#### Work task:
Copy all lines below exactly as written. Leave pictures out.

#### Data shown:

^^^^^^^^

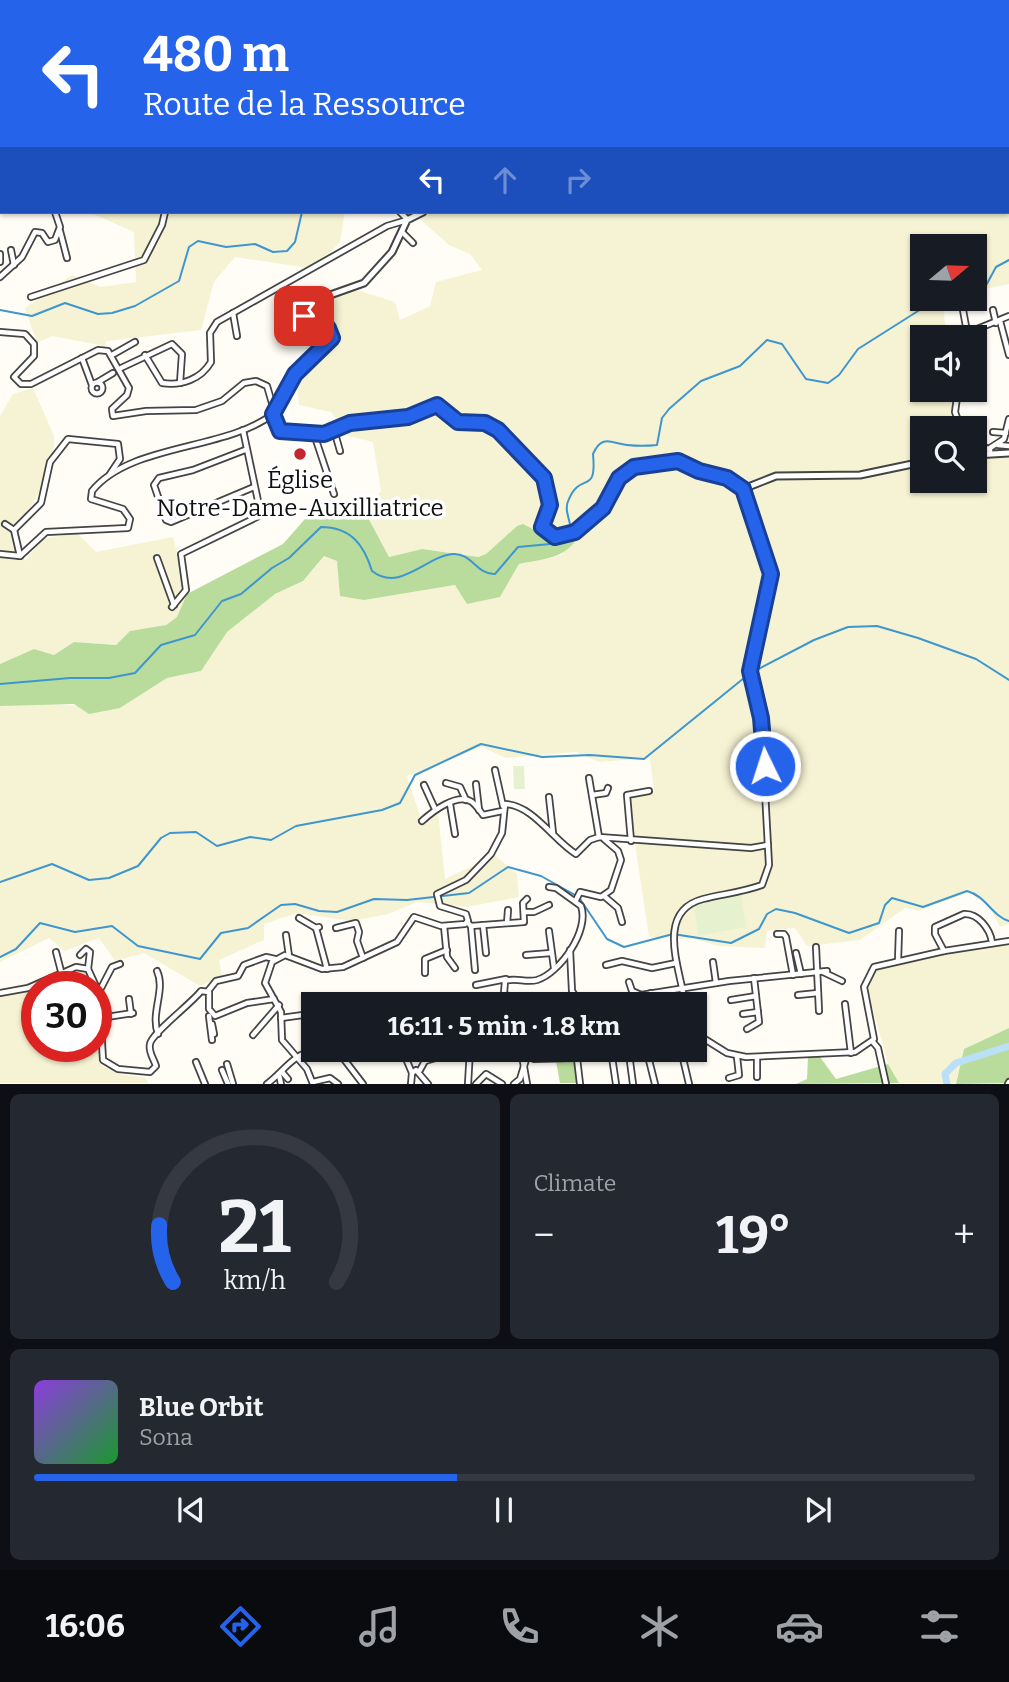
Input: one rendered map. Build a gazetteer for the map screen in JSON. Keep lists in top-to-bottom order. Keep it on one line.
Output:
{"places":["Église Notre-Dame-Auxilliatrice"],"north":"right","page":{"turn":["480 m","Route de la Ressource"],"limit":"30","trip":"16:11 · 5 min · 1.8 km","tile":"Climate","heat":["−","19°","+"],"song":["Blue Orbit","Sona"],"tabs":"16:06","gauge":["21","km/h"]}}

^^^^^^^^

#### Answer area:
Input: one rendered map. Build a gazetteer for the map screen in JSON. Keep lists in top-to-bottom order. Keep it on one line.
Output:
{"places":["Église Notre-Dame-Auxilliatrice"],"north":"right","page":{"turn":["480 m","Route de la Ressource"],"limit":"30","trip":"16:11 · 5 min · 1.8 km","tile":"Climate","heat":["−","19°","+"],"song":["Blue Orbit","Sona"],"tabs":"16:06","gauge":["21","km/h"]}}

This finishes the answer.